▶ [WORK ITEM]: Transcribe the records verbatim, images excluded.

*** PROVIDED INFORMATION

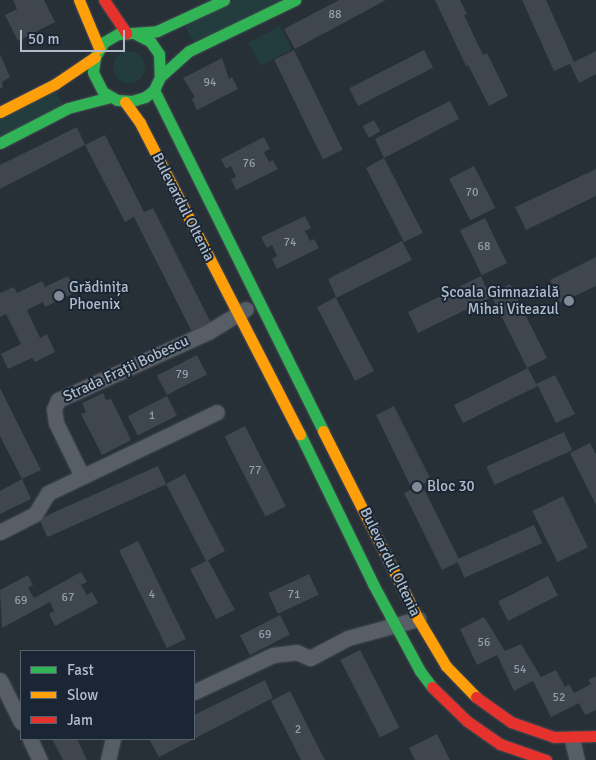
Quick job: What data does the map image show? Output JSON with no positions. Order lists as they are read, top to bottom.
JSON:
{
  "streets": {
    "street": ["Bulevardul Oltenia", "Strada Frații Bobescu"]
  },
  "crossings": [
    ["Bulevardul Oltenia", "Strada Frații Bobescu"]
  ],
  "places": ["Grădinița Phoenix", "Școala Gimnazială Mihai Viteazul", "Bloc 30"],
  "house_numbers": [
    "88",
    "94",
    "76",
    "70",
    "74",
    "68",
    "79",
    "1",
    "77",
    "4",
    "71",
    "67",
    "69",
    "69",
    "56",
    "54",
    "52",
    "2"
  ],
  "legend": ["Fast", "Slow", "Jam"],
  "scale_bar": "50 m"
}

******

▶ [SOLUTION TO THIS EXERCISE]:
Quick job: What data does the map image show? Output JSON with no positions. Order lists as they are read, top to bottom.
JSON:
{
  "streets": {
    "street": ["Bulevardul Oltenia", "Strada Frații Bobescu"]
  },
  "crossings": [
    ["Bulevardul Oltenia", "Strada Frații Bobescu"]
  ],
  "places": ["Grădinița Phoenix", "Școala Gimnazială Mihai Viteazul", "Bloc 30"],
  "house_numbers": [
    "88",
    "94",
    "76",
    "70",
    "74",
    "68",
    "79",
    "1",
    "77",
    "4",
    "71",
    "67",
    "69",
    "69",
    "56",
    "54",
    "52",
    "2"
  ],
  "legend": ["Fast", "Slow", "Jam"],
  "scale_bar": "50 m"
}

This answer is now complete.